PPPPS - Why are you still reading post-scripts? Seriously, surf on over to Cracked or something.

Monday, September 6, 2010

Brandon Sanderson Post-Signing Geekout Blog Post

There were lots of questions about Brandon Sanderson's expanded cosmology, but the most interesting answer came well after the Q&A.  Said cosmology--the tale of Hoid and the Shards of Adonalsium--at this point amounts to little more than wild speculation about a series of easter eggs throughout Sanderson's corpus; Sanderson has confirmed very little, although you can occasionally gauge by his reactions to questions that the fans have figured out more than he intended.

He was asked if he had planned it from the very beginning--even in the 13 books he wrote before getting a single one published.  He said yes, that he had.  He wanted to write epic fantasy, but he knew he couldn't start a series and hope to get it published--so he created standalone novels and mini-series' that take place in the same universe and have at least one common character.  Since he knew he couldn't sell an editor on it, he hid it from the editors.

Last Wednesday at 7, fantasy author Brandon Sanderson did a signing at the Barnes & Noble in Chesterfield.  He came onto my radar by way of the Writing Excuses weekly podcast (the hands-down must-listen for anyone interested in writing) that I discovered through my brother-in-law, Bill.  We're tremendous fans, so we not only jumped at the chance to get stuff signed, Abby started making things for him to sign (hers are the four on the left).
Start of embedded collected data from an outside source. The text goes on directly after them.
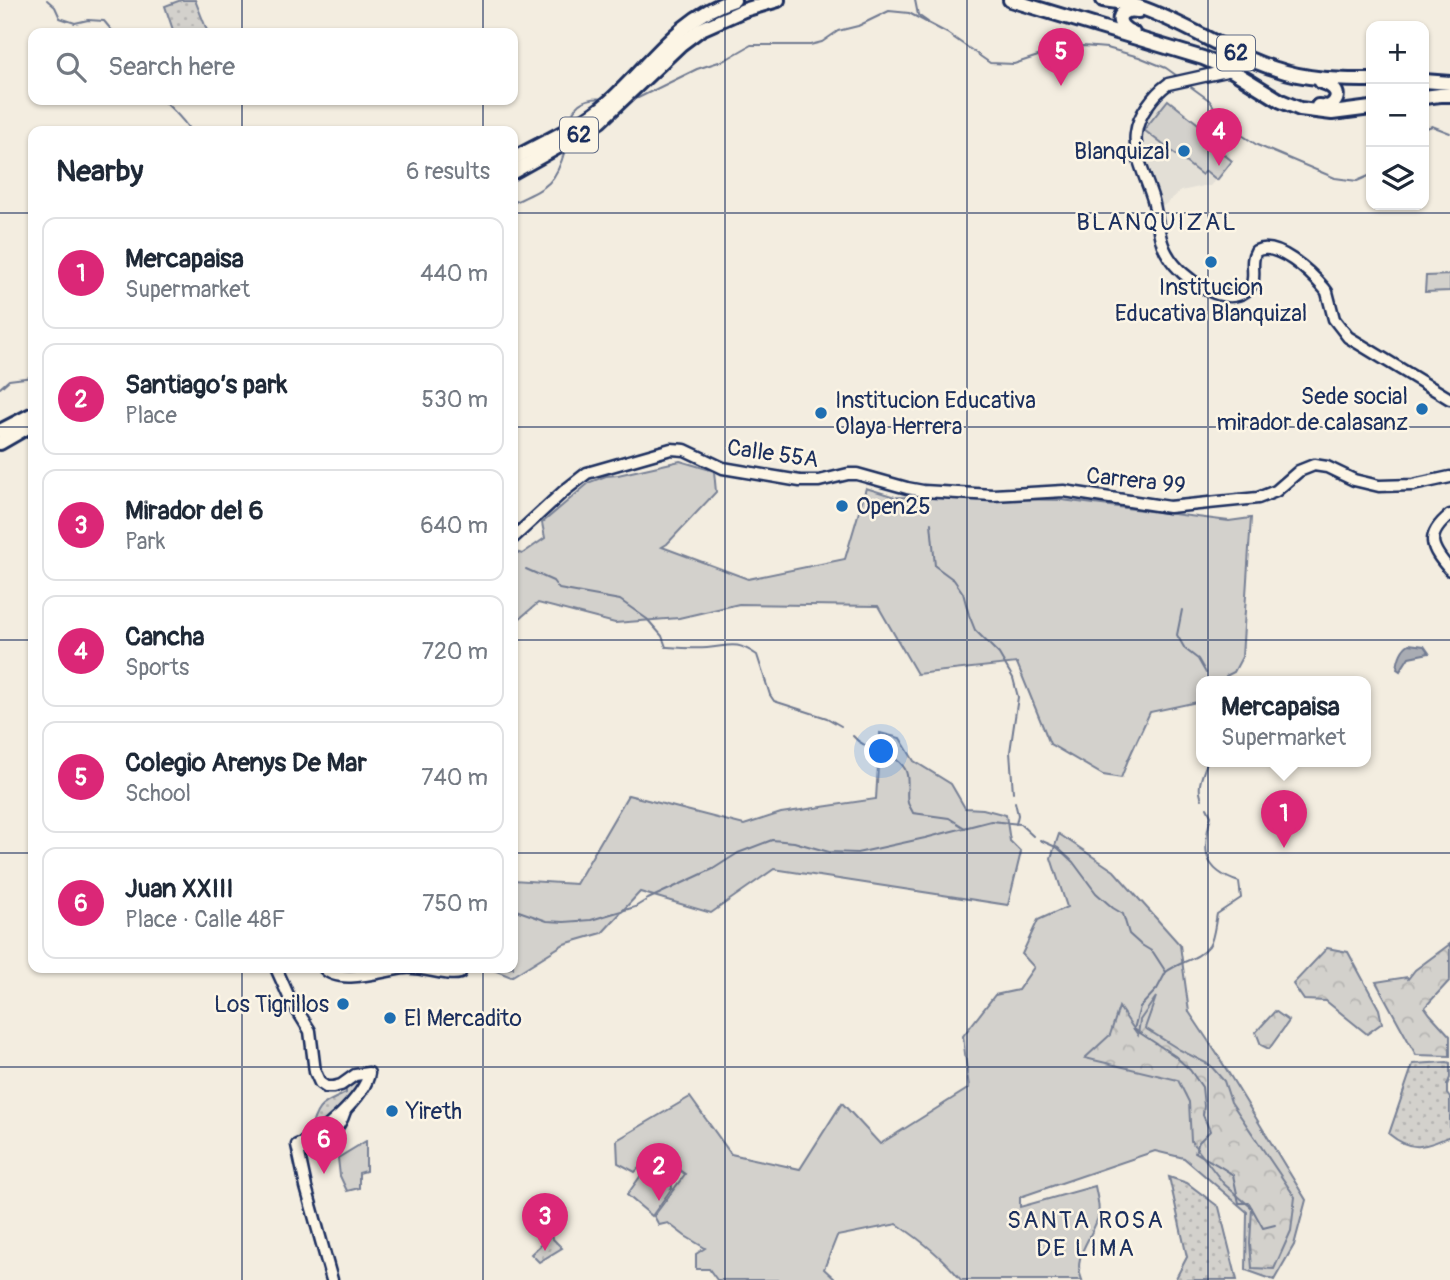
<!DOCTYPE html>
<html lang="en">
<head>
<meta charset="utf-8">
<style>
  :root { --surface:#fff; --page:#f6f6f7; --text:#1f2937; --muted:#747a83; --line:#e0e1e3; --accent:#db2777 }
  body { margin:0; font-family:Pangolin,sans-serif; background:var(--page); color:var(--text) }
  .controls { position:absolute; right:21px; top:21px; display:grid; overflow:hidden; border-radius:14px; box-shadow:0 2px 5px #0004 }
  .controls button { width:63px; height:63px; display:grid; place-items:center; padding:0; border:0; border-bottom:2px solid var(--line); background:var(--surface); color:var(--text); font:35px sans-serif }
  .you { position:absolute; left:882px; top:752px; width:24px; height:24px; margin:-18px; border:5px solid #fff; border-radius:50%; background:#1a73e8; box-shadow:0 0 0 10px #1a73e833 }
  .badge { display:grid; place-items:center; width:46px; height:46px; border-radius:50%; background:var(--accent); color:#fff; font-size:23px; font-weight:700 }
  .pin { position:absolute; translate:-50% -58px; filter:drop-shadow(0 2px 4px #0008) }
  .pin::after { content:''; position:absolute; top:37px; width:24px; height:21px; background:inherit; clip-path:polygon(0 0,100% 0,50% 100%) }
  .popup { position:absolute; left:1196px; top:676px; width:175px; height:91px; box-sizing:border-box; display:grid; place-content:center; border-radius:14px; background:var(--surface); filter:drop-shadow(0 2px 5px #0005); font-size:23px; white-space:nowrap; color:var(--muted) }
  .popup b { font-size:26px; color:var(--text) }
  .popup::after { content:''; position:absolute; left:50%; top:100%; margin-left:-14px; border:14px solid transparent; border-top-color:var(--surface) }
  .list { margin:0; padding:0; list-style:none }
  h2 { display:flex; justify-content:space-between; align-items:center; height:91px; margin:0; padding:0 28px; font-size:30px }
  h2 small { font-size:23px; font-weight:400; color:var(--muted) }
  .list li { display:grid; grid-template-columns:46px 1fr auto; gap:21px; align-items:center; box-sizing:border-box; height:112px; margin:0 14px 14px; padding:0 14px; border:2px solid var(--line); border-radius:14px }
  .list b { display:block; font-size:26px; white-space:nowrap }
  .list p { margin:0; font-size:23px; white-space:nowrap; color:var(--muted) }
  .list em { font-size:23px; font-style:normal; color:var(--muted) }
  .icon { flex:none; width:38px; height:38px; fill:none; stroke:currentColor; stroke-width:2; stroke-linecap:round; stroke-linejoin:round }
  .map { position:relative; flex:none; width:1450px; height:1280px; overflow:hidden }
  .search { position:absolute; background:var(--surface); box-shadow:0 2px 5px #0004; left:28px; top:28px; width:490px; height:77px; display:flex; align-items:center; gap:18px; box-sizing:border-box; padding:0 24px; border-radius:14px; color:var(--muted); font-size:26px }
  .panel { position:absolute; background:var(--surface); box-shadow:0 2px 5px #0004; left:28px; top:126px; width:490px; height:847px; border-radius:14px }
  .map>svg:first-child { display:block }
</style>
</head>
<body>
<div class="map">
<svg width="1450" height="1280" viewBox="0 0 1450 1280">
  <defs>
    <pattern id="forest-crowns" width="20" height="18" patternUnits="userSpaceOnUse" patternTransform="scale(1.75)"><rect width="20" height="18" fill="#d3d1cc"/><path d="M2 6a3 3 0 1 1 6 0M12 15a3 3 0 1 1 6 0" fill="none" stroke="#b5b4b2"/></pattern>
    <pattern id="park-dots" width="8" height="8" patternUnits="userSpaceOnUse" patternTransform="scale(1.75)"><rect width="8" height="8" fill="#d3d1cc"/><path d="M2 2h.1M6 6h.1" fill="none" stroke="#b5b4b2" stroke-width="1.8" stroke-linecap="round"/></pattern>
  </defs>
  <rect width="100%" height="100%" fill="#f3ede0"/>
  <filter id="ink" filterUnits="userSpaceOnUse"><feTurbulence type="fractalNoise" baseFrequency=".0143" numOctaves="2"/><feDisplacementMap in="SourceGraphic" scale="14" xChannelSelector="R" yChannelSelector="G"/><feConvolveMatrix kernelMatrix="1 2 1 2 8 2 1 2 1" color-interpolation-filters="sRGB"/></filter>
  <g filter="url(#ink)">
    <path fill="#e3dfd6" d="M 1164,99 L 1168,100 L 1226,146 L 1232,161 L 1210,186 L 1204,186 L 1181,191 L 1161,208 L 1141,157 L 1140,142 L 1141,132 L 1149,115 L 1159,101 Z"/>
    <g fill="#d3d1cc" stroke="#778095" stroke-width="2">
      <path d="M 1168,100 L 1226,146 L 1221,152 L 1232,161 L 1217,180 L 1206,171 L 1202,175 L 1144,130 Z"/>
      <path d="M 1450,275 L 1450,291 L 1425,292 L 1426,276 Z"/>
      <path d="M 680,461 L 714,471 L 716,492 L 667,544 L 662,547 L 748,579 L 845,559 L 866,488 L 895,497 L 1062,500 L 1229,521 L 1251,518 L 1242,657 L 1234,672 L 1226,676 L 1225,682 L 1202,682 L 1202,701 L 1150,712 L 1128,760 L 1121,778 L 1103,775 L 1050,744 L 1017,663 L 917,674 L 878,606 L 739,604 L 679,618 L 615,623 L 538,603 L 513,624 L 513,551 L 522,554 L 545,538 L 542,523 L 590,482 L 606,476 L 618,475 Z"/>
      <path d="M 880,733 L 900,738 L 914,761 L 951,784 L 965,808 L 983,809 L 1006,815 L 1010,841 L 1021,852 L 1008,905 L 774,869 L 711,913 L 640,892 L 602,933 L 564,944 L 511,977 L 489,968 L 513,968 L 513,880 L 576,884 L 628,795 L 744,825 L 781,813 L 876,799 Z"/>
      <path d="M 1059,834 L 1114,871 L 1180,945 L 1189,1012 L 1217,1054 L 1306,1200 L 1294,1245 L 1274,1280 L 1246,1270 L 1247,1212 L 1184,1158 L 1155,1151 L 1020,1197 L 1020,1207 L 1095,1186 C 1097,1197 1101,1210 1097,1220 C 1090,1241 1072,1257 1082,1280 L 961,1280 C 943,1257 921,1240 897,1224 L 837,1236 L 824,1269 L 836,1280 L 717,1280 L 709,1269 L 696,1269 L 696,1254 L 705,1248 L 685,1236 L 668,1223 L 659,1225 L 654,1216 L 685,1174 L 654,1153 L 635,1172 L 618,1163 L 617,1140 L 690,1097 L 731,1154 L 800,1169 L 842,1103 L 880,1144 L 969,1088 L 963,1036 L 995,995 L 1018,990 L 1034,967 L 1022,954 L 1038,920 L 1067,907 L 1051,858 Z"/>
      <path d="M 366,1141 L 366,1171 L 359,1173 L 359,1188 L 347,1191 L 340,1176 L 338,1158 Z"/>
      <path d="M 654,1157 L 670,1169 L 672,1188 L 652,1216 L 627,1195 Z"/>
    </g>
    <g fill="url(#forest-crowns)" stroke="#778095" stroke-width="2">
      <path d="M 1450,944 L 1450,980 L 1425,1007 L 1430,1014 L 1450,1036 L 1450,1056 L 1416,1055 L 1376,982 L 1407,977 L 1408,979 L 1415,970 Z"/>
      <path d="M 1327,948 L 1348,952 L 1379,1009 L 1382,1023 L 1367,1034 L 1326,1001 L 1304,1000 L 1293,984 Z"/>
      <path d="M 1156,997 L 1145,1028 L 1180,1050 L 1210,1065 L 1224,1081 L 1231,1102 L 1295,1197 L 1291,1231 L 1274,1269 L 1252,1268 L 1250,1243 L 1252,1208 L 1224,1184 L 1191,1141 L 1189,1102 L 1178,1080 L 1085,1058 L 1110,1035 L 1119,1007 L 1138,1035 L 1140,1020 Z"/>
      <path d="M 1275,1011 L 1289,1021 L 1269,1049 L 1261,1045 L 1256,1032 Z"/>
    </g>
    <g fill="url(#park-dots)" stroke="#778095" stroke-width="2">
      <path d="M 181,0 L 195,0 L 208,33 L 174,33 L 165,6 Z"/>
      <path d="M 1447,1062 L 1450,1063 L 1450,1078 L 1447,1085 L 1447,1094 L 1450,1098 L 1450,1136 C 1425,1147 1412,1153 1389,1134 L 1413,1064 Z"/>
      <path d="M 360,1079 L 362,1083 L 331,1121 L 316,1126 L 309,1135 C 317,1105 319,1106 346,1093 L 346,1089 Z"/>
      <path d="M 1169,1177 L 1187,1183 L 1219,1207 L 1237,1280 L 1175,1280 L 1187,1257 Z"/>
      <path d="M 550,1236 L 562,1248 L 539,1262 L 531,1254 Z"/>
    </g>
    <path fill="#a9acb3" stroke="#707a91" stroke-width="2" d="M 1409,644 L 1424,646 L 1429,653 L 1409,657 L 1400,671 L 1397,669 C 1398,659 1401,649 1409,644 Z"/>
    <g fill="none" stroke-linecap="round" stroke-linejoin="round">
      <g stroke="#707a91" stroke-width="2">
        <path d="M 47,0 L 55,7 L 60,18 L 75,23 L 88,20 L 104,21 L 114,33"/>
        <path d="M 915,0 L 918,15 L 928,22"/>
        <path d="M 1187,84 L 1209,100 L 1228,126 L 1257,145 L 1335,178 L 1357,181 L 1371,175"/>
        <path d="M 631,99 L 638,98 L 697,69 L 725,60 L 751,45 L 810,45 L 822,42 L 838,31 L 858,26 L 889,11 L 909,13 L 947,33 L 990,63 L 1014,64 L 1062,48 L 1083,46 L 1107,48 L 1139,57 L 1166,68 L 1180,78"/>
        <path d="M 163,100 C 172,110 184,119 190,131"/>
        <path d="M 571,120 C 574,102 587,97 605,99"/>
        <path d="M 1424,129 L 1432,126 L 1450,133"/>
        <path d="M 513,203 C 545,188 555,186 565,150"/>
        <path d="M 0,388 L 9,380 L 33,377"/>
        <path d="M 931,523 L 935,566 L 954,580 L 963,593 L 969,615 L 975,630 L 999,654 L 1013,678 L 1018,697 L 1010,752 L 1013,792"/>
        <path d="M 526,569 L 553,581 L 559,589 L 620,600 L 647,619 L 662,636 L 666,647 C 680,648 693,649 707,648 C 731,646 735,640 757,655 L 770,695 L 774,701 L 827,718 L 841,726"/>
        <path d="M 1182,610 L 1177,635 L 1185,649 L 1198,659 L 1206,673"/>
        <path d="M 1202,721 L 1195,731 L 1198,745 L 1202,748"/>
        <path d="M 853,736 C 866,752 894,750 905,769 C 911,780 905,791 908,803 C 908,804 913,812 913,813 L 949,818 L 965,828"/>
        <path d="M 1202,799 C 1196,786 1203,775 1207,762"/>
        <path d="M 1015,802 L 1018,815 L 1016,824"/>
        <path d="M 1040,840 L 1058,848 L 1073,862 L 1096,893 L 1113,908 L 1123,914 L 1129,934 L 1140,944 L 1153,952 L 1166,972 L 1157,989 L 1140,1007 L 1134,1029 L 1175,1056 L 1190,1070 L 1202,1087 L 1204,1106 L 1203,1115 L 1210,1131 L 1199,1142 L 1195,1152 C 1208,1160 1221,1166 1233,1175 L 1239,1203 L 1249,1203 L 1263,1228 L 1275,1225"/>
        <path d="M 513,909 L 547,921 L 564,922 L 591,920 L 611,914 L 635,907 L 648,899 L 713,869 L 738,853 L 772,840 L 794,842 L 829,852 L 857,853 L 925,838 L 991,821 L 1020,824 L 1033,836"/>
        <path d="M 1166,972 C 1179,962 1199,959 1209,946 C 1214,939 1215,923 1217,914 L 1241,898 L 1239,882 C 1202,870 1202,850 1211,816 L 1207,808"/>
      </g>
      <g stroke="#1b2f5e" stroke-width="15">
        <g id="secondary">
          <path d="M 1231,70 L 1168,84 C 1154,94 1138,115 1136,133 C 1133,155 1147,179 1153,200 C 1158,219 1158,241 1169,257 C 1181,277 1223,308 1246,291 C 1260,281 1248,264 1256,251 C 1277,240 1311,273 1324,288 L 1327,292 L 1334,319 L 1348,337 L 1450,399"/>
          <path d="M 1450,515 C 1424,536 1431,548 1450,570"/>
          <path d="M 513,538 L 564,491 L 587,473 L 671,449 L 685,450 L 723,468 L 800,481 L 819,481 L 848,474 L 857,474 L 907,488 L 923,491 L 993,495 L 1064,491 L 1169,507 L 1258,498 L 1276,491 L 1299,471 L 1314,465 L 1327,467 L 1354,480 L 1379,486 L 1413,485 L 1450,477"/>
          <path d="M 276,968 L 289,997 L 310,1031 L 315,1072 L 320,1083 L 326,1087 L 333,1087 L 341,1085 L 355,1075 L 369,1073 C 366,1096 318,1139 297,1145 L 306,1187 L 332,1280"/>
          <path d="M 324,968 C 339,986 384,970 405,968 C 422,966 447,977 460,973 L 461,968"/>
          <path d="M 305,1148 C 325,1142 339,1131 345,1111"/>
        </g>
      </g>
      <g stroke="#1b2f5e" stroke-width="18">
        <g id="highway">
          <path d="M 1010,0 L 1203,58 L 1231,70 L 1281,101 L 1300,109 L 1332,113 L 1371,108"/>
          <path d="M 1103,0 C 1115,2 1128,3 1139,7 C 1187,23 1228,54 1276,69 C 1307,80 1339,80 1371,80"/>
          <path d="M 1133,33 C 1113,26 1116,7 1138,11"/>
          <path d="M 1424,81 L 1450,83"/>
          <path d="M 1424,97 L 1440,95 L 1450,95"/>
          <path d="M 1318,106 L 1329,107 C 1344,96 1335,86 1321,82"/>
          <path d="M 513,159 C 545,141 582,126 610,101 C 649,66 680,16 734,0"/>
          <path d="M 513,172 L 574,138 L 600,121 L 681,44 L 701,29 L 744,10 L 778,0"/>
          <path d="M 0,431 L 33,414"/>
          <path d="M 0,443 L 33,424"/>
        </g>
      </g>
      <use href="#secondary" stroke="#fcf5e5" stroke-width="10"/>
      <use href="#highway" stroke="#fcf5e5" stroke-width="12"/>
    </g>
  </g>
  <path fill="none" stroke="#1b2f5e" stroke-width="2" stroke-opacity="0.55" d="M 242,0 L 242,33M 483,0 L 483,33M 725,0 L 725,1280M 967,0 L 967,1280M 1208,0 L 1208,1280M 242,100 L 242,131M 483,100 L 483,131M 0,213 L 33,213M 513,213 L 1450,213M 0,427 L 33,427M 513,427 L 1450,427M 0,640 L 33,640M 513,640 L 1450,640M 0,853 L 33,853M 513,853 L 1450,853M 242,968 L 242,1280M 483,968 L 483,1280M 0,1067 L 1450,1067"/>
  <g fill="#1f6fb2" stroke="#fcf5e5" stroke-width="2.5">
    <circle cx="1184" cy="151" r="7"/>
    <circle cx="1211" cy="262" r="7"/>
    <circle cx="1422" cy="409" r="7"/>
    <circle cx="821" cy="413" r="7"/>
    <circle cx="842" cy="506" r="7"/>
    <circle cx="343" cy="1004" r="7"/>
    <circle cx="390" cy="1018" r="7"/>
    <circle cx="392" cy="1111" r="7"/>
  </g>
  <g text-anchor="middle" stroke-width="5" stroke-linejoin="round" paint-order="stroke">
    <g fill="#fcf5e5" stroke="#5e6a86" stroke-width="2">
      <rect x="1217" y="35.5" width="38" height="35" rx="5"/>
      <rect x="560" y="117.5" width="38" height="35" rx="5"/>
    </g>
    <g font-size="21" font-weight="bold" fill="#1b2f5e">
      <text x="1236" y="60">62</text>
      <text x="579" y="142">62</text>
    </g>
    <g font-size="23" fill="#1b2f5e" stroke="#fcf5e5" text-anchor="start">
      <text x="1170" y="159" text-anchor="end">Blanquizal</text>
      <text x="1211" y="295" text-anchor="middle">Institucion<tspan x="1211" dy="26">Educativa Blanquizal</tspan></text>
      <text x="1408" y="404" text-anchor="end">Sede social<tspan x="1408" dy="26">mirador de calasanz</tspan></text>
      <text x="835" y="408">Institucion Educativa<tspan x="835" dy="26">Olaya Herrera</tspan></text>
      <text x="856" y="514">Open25</text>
      <text x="329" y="1012" text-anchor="end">Los Tigrillos</text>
      <text x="404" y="1026">El Mercadito</text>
      <text x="406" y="1119">Yireth</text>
    </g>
    <g font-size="23" fill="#1b2f5e" stroke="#fcf5e5">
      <text transform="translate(773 453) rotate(8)" y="8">Calle 55A</text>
      <text transform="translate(1136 480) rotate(6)" y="8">Carrera 99</text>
    </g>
    <g font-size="24" letter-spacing="2" fill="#1b2f5e" stroke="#fcf5e5">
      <text x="1157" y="230">BLANQUIZAL</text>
      <text x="1086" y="1228">SANTA ROSA<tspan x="1086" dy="28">DE LIMA</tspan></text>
    </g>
  </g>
</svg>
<div class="controls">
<button>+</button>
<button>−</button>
<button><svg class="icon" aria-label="layers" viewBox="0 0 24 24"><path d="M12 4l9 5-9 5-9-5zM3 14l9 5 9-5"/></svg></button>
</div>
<div class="you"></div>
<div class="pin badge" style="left:1284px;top:848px">1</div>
<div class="popup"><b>Mercapaisa</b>Supermarket</div>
<div class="pin badge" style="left:659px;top:1201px">2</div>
<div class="pin badge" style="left:545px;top:1251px">3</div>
<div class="pin badge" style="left:1219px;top:166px">4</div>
<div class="pin badge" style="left:1061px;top:86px">5</div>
<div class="pin badge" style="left:324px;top:1174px">6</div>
<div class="search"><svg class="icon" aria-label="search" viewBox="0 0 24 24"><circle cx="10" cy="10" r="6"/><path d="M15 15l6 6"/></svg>Search here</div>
<section class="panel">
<h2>Nearby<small>6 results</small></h2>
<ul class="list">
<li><span class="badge">1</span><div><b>Mercapaisa</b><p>Supermarket</p></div><em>440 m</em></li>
<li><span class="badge">2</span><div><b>Santiago’s park</b><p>Place</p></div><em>530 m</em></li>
<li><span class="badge">3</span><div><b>Mirador del 6</b><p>Park</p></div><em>640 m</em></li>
<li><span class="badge">4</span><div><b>Cancha</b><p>Sports</p></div><em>720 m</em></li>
<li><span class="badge">5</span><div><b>Colegio Arenys De Mar</b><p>School</p></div><em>740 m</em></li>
<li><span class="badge">6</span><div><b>Juan XXIII</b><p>Place · Calle 48F</p></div><em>750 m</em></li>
</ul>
</section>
</div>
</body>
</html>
Abby even came in costume:
This being a mistcloak from the Mistborn trilogy.  We got pictures, we got all kinds of things signed.  Brandon even twit-pic'd Abby's costume, saying it was one of the best he'd ever seen (which gave her a perverse thrill).

Around quarter to nine the line was through, so he did Q&A in the store while he signed a few dozen copies of his book that were sitting on a display.  Once the store closed at 9, he continued the Q&A in the parking lot for another half hour or so--which consisted largely of RAFO-ing spoilers for Wheel of Time and his cosmology--and then invited whoever was interested back to his hotel to play Magic: The Gathering.

No, really.

And this was when the real fun began.  For starters, I was the first to the hotel, and Brandon was the second, so I had him to myself for about 5 minutes.  We chatted about... well, mostly about Dan Wells--who is another favorite author of mine that I discovered through the Writing Excuses podcast--while Brandon checked out some of his fan gifts.

Once enough players arrived, the games began.  There were two games--both were everybody-against-Brandon in a Magic variant called "Archenemy" and the players got solidly trounced in the first game by Brandon's "Cthulhu To The Face" deck.  Amid the spell-casting there was more discussion, less the form of a Q&A and more of friendly chatter.  To a certain point--at the end of the day we were all rabid fans hanging on every word of one of our idols.

The second game went better--Evan brought several decks and a few more of us joined the game.  The spoils of our victory were a code for The Great Hunt--a viral-type game leading up to the next Wheel of Time release.  As well we got more stuff signed.  And more pictures.

I've had the pleasure of meeting several mid-to-low-tier celebrities: Jonathan Coulton, Vienna Teng, Jason Webley, even Max Lucado once (although at the time I didn't have any idea who he was).  They're all super-polite and gracious and friendly, but being invited to hang out with ("hang out" here meaning "geek out over nerd games") someone you can normally only admire from a distance was a singularly thrilling experience.

It was one of the most fun evenings I've had in a while, and one of the most interesting for a while to come.